- Required work -
Search the records below for the word "Format". Pull out each line that has it.

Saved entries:
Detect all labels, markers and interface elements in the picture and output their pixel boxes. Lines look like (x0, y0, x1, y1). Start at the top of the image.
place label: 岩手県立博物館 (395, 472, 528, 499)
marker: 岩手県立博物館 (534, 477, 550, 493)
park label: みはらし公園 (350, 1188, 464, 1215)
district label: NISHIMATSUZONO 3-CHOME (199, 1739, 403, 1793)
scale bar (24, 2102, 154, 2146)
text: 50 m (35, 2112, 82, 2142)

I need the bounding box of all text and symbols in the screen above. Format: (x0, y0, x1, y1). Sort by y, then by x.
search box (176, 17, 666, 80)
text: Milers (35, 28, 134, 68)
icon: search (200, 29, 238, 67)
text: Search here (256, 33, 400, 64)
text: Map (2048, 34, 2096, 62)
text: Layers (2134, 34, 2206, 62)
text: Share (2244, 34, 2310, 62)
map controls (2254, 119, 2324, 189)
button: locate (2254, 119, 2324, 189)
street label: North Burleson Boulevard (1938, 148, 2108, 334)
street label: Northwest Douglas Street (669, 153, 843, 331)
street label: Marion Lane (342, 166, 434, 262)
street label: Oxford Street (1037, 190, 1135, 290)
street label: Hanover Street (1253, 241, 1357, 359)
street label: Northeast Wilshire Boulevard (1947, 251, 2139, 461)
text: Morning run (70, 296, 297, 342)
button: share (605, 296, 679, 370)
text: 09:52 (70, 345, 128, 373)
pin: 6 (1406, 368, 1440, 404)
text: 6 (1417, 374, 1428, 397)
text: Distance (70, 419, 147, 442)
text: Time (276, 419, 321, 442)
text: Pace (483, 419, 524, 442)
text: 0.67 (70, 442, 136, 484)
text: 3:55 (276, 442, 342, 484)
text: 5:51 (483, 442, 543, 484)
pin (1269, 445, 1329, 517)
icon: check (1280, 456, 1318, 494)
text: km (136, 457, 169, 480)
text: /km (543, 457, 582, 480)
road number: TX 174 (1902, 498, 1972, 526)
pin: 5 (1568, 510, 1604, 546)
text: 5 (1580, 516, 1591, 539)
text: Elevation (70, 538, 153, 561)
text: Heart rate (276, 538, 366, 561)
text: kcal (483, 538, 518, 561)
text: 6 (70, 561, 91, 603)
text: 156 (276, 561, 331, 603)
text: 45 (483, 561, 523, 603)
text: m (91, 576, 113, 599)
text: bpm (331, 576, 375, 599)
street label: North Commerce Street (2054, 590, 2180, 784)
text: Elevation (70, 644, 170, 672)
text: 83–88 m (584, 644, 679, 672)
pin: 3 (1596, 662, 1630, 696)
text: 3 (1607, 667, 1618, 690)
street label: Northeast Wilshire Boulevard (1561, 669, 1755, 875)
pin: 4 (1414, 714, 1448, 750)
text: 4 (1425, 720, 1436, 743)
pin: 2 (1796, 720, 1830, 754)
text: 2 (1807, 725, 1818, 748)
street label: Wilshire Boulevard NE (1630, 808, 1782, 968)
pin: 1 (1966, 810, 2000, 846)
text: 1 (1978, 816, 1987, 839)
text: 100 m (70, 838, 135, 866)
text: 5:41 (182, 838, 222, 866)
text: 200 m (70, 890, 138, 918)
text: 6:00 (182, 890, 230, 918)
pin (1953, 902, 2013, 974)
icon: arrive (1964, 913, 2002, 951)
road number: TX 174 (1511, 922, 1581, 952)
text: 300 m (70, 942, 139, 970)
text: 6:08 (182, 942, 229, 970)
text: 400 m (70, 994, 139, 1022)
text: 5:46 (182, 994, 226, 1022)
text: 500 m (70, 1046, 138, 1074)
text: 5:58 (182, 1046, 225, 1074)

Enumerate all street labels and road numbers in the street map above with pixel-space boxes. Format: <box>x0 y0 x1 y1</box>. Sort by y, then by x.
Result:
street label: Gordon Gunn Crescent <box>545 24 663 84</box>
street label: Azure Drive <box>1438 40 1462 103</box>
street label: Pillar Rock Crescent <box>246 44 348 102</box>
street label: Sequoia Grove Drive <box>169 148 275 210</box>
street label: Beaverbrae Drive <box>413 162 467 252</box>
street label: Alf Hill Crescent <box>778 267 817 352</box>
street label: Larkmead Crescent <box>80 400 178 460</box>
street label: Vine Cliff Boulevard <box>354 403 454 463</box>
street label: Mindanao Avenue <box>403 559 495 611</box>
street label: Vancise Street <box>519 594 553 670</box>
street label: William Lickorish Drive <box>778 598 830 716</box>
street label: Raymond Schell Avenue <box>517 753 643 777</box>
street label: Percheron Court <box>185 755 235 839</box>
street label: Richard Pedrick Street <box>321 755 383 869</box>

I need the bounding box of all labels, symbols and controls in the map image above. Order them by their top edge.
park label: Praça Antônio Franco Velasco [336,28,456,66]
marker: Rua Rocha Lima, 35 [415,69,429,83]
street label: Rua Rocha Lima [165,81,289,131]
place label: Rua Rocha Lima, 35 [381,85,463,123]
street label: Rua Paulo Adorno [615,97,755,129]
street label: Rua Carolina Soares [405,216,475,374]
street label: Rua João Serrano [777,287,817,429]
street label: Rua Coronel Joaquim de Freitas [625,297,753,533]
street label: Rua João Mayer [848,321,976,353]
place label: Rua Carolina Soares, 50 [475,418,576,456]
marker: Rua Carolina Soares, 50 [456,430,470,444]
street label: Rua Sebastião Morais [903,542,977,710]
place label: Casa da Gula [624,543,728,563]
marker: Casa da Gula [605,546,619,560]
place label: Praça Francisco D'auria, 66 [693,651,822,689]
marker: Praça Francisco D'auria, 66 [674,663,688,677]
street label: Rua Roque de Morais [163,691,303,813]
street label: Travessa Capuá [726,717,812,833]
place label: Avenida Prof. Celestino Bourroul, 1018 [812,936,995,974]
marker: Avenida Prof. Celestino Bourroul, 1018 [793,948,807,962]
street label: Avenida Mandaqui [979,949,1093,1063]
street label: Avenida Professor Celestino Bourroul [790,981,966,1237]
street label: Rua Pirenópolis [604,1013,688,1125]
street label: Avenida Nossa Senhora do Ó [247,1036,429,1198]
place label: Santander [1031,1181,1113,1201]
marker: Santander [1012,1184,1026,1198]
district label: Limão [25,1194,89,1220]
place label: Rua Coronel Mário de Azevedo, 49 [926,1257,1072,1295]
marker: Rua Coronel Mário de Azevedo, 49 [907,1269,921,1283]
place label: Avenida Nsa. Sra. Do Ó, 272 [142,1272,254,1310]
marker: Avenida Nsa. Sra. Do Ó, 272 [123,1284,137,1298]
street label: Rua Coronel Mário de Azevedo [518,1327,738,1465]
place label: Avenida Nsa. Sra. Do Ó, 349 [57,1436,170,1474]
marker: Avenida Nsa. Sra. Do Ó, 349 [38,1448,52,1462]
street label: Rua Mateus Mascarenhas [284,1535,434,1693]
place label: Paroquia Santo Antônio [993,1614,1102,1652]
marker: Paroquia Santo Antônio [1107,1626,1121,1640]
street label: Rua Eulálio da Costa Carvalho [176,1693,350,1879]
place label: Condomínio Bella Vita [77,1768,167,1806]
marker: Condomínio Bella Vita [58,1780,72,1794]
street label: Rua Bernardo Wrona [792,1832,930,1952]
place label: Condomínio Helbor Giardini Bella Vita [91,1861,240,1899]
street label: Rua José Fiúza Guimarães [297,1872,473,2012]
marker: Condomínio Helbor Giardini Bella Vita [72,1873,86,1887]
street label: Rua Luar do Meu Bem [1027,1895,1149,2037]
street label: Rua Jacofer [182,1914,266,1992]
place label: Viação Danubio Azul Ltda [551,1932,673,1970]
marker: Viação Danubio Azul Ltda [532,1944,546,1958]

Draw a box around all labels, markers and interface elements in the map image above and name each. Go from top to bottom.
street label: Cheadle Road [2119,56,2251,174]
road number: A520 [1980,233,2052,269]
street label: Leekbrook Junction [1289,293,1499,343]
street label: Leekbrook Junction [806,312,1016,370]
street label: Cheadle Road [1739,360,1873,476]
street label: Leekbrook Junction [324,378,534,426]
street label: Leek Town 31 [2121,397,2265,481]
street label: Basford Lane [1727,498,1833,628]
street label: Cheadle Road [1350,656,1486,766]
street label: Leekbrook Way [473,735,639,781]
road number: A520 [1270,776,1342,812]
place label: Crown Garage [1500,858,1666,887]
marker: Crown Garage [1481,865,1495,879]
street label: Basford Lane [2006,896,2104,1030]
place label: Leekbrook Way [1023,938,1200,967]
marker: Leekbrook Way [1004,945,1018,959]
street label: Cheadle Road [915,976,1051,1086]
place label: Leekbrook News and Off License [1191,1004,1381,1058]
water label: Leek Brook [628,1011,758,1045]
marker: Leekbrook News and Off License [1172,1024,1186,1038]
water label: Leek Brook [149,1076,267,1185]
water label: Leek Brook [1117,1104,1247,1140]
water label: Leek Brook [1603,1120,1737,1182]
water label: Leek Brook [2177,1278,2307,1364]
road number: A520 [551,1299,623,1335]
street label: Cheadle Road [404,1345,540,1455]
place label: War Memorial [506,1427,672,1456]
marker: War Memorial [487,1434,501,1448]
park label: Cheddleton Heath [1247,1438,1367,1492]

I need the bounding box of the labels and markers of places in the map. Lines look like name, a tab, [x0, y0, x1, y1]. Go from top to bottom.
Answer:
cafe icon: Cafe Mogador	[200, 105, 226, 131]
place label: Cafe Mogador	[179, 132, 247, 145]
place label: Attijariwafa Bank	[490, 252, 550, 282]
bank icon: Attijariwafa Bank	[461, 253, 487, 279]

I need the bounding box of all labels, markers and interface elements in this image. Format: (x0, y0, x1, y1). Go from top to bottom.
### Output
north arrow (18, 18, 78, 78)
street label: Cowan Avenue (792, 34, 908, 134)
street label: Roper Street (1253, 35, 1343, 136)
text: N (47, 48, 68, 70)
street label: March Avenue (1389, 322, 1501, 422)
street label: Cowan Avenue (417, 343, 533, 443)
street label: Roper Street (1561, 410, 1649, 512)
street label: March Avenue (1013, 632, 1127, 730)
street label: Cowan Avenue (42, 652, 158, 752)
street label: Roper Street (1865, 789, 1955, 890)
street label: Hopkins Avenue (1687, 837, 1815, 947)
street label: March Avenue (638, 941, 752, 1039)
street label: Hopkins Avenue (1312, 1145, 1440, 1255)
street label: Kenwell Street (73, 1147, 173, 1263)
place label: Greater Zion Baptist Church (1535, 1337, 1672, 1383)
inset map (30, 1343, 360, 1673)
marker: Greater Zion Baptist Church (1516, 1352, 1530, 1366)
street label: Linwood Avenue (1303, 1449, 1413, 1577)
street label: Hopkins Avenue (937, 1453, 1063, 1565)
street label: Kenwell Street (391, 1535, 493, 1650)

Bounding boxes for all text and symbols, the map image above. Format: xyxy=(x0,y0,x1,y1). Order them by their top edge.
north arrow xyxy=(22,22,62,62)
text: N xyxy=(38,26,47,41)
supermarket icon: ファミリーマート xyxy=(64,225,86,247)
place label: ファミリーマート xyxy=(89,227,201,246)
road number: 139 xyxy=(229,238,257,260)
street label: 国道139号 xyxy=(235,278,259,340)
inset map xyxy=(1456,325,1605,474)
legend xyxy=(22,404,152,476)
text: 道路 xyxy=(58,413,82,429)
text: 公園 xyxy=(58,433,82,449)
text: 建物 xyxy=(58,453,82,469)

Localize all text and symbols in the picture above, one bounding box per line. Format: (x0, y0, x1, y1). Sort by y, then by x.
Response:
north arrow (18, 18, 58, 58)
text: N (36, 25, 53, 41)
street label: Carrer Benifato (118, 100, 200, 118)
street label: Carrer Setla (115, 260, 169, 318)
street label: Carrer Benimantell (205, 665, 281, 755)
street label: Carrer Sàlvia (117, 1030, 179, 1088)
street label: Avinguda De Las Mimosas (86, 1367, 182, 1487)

- Reply to the task -
I need the bounding box of all text and symbols in the screen above. Format: (x0, y0, x1, y1). Sort by y, then by x.
Enumerate all street labels and road numbers in the street map above with pixel-space boxes. Format: <box>x0 y0 x1 y1</box>. Sort by y, then by x.
I need the bounding box of all labels, markers and interface elements in this image. Format: (x0, y0, x1, y1). Go from top to bottom.
Bounding boxes for all text and symbols, the map image above. Format: xyxy=(x0,y0,x1,y1). Order them by their top edge.
Localize all text and symbols in the picture above, one bounding box per line. Format: (x0, y0, x1, y1). Sort by y, then by x.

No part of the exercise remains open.